Josh Davis (josh_anomaly), Wednesday, 26 May 2004 19:38 (twenty years ago) link

That inversion's there in little ways, too -- Night Owl's infatuation, if not more, with the dominatrix-looking supervillainess (I haven't read it in awhile, but you know the one I mean probably), as a flip of the Batman-Catwoman "I beat you up and lock you up, someday we're gonna get it on" dynamic.

Tep (ktepi), Wednesday, 26 May 2004 19:42 (twenty years ago) link

Hoo-ah, my public library has Camelot 3000, I will take it out now!

The Huckle-Buck (Horace Mann), Wednesday, 26 May 2004 19:48 (twenty years ago) link

xpost, and the whole issue with the 1974 Police Strike as well.

The Huckle-Buck (Horace Mann), Wednesday, 26 May 2004 19:50 (twenty years ago) link

I think I would have liked to have been reading it at the time, just to get the full impact of the end of the penultimate issue "half an hour ago".

I think the ending is an important part of Moore's views on superheroes (at that time: in a recent interview he said "I had a bad week 15 years ago and everyone's still suffering"): the path that starts "you will do good or we will beat you up" leads swiftly to giant mind-control aliens and The Big Lie in general.

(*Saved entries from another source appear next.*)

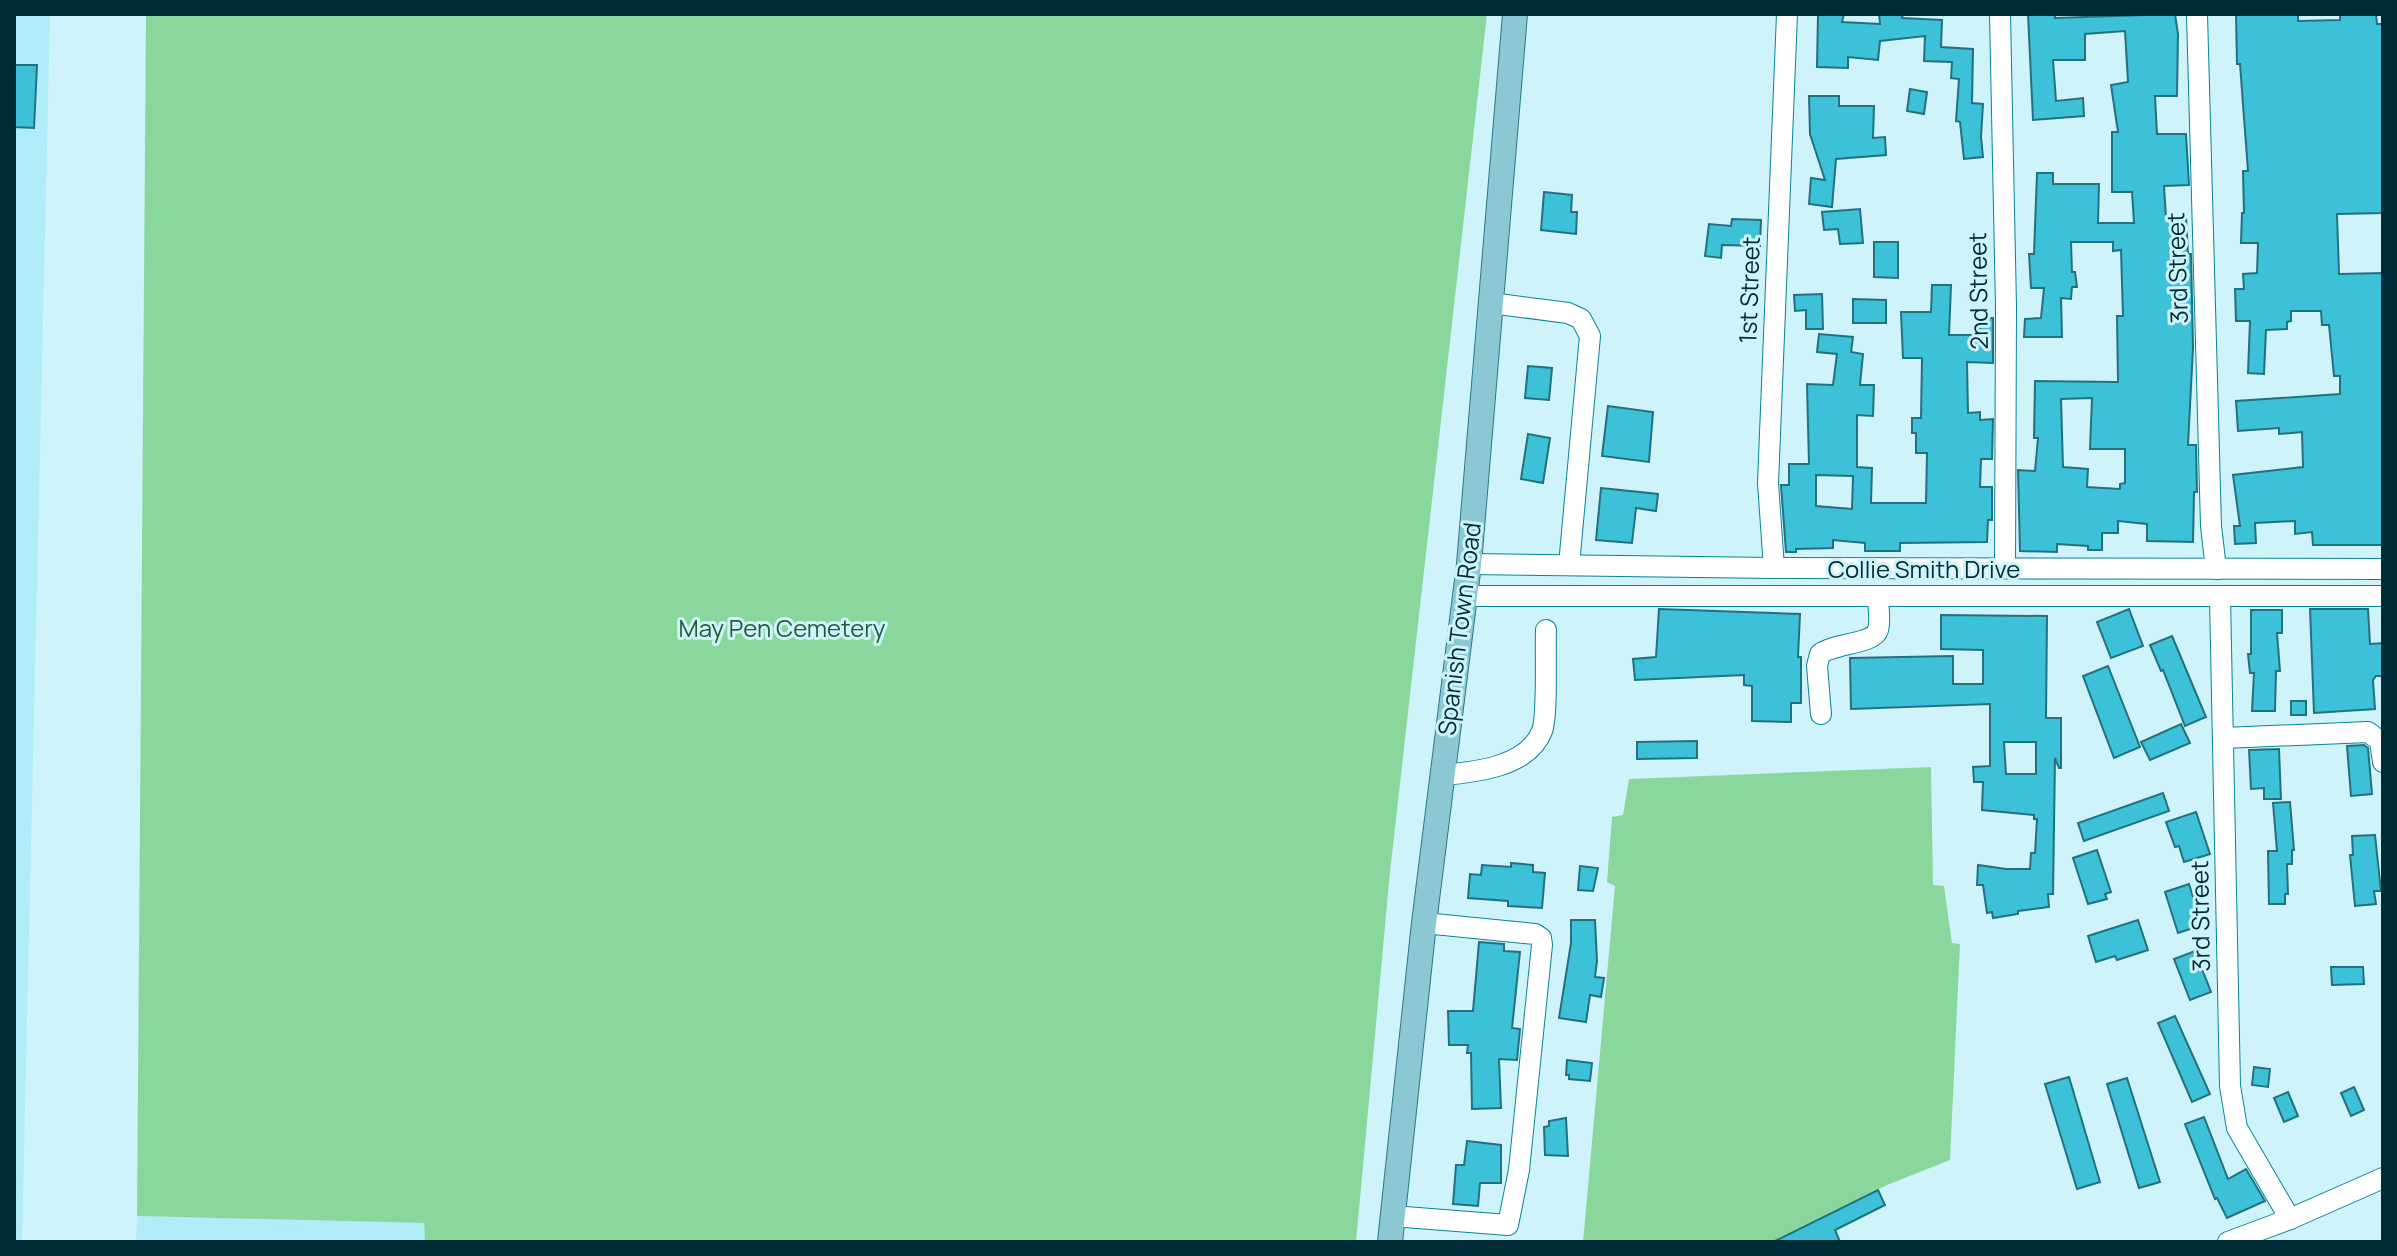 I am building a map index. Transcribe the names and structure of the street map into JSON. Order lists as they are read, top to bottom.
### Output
{
  "streets": {
    "main road": ["Spanish Town Road"],
    "street": [
      "3rd Street",
      "1st Street",
      "2nd Street",
      "Collie Smith Drive"
    ]
  },
  "crossings": [
    ["3rd Street", "Collie Smith Drive"],
    ["1st Street", "Collie Smith Drive"],
    ["2nd Street", "Collie Smith Drive"],
    ["Collie Smith Drive", "Spanish Town Road"]
  ],
  "parks": ["May Pen Cemetery"]
} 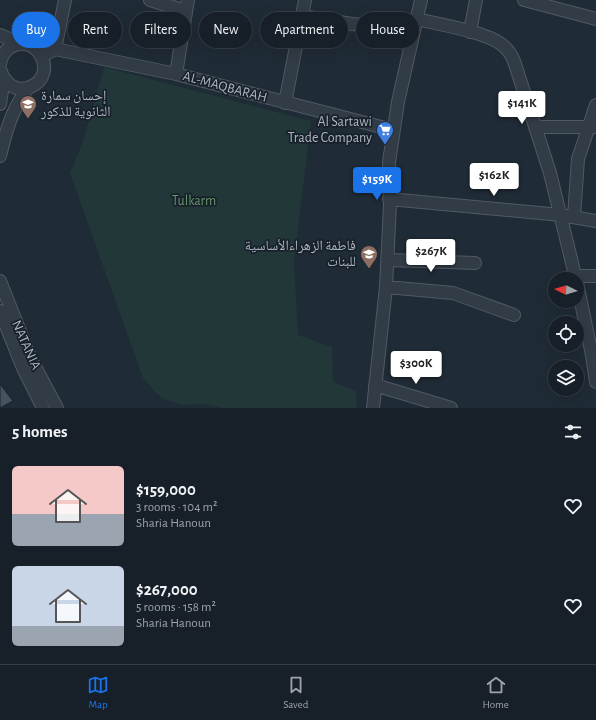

And now Ned with the news...

Andrew Farrell (afarrell), Thursday, 27 May 2004 10:10 (twenty years ago) link

three weeks pass...
Re-reading this recently. Puzzler: Why, when Adrian relates his master plan to Dan, Rorschach, etc., and admitting to murdering half of NYC, does he lie about having also murdered his servants?

Josh Anomaly (josh_anomaly), Friday, 18 June 2004 02:58 (twenty years ago) link

Perhaps he has more emotional attachment to them, and therefore feels actual guilt about killing them?

Does he lie about killing them? this must be researched.

DV (dirtyvicar), Friday, 18 June 2004 08:20 (twenty years ago) link

That's a good thought. He's pretty detached and tactical about what he does to NYC. He does seem to lie about killing them. He seems to give them drugged wine and then opens the vivarium once they're either incapacitated or already dead; later, in describing how airtight his plans were to Dan and the others, he makes a reference to his servants, the only others to know of his plot, having died by drunkenly opening the vivarium.

Josh Anomaly (josh_anomaly), Friday, 18 June 2004 11:12 (twenty years ago) link

But what's the point of killing them in the first place? He doesn't try to kill Dan and the others (he only attacks Dr. Manhattan when he's threatening him) because he's sure they won't tell the world about his plot. Wouldn't this apply to the servants as well? Surely they'd be more loyal to him than the "heroes"?

Tuomas (Tuomas), Friday, 18 June 2004 21:58 (twenty years ago) link

That's another good question. Not sure what Adrian's motivations are as a character but Moore's motivations may be to make Adrian conform to the role of "pharaoh" -- Veidt, in his discourse to his servants about his personal history and inspirations, makes mention of pharaohs entrusting their secrets to their servants, and of those secrets being sealed forever upon the pharaoh's death by the burial of the still-living servants in the pharaoh's tomb. I guess this was the arctic equivalent.

Josh Anomaly (josh_anomaly), Friday, 18 June 2004 22:15 (twenty years ago) link

. . . which may also imply Veidt was not sure he'd survive the inevitable confrontation?

Josh Anomaly (josh_anomaly), Friday, 18 June 2004 22:18 (twenty years ago) link

He's certain (and right) that the heroes can be blackmailed. Telling the world and destroying the imminent peace would not be worth it. He's presumably not so confident about his servants. Because heroes are those sort of people and servants aren't.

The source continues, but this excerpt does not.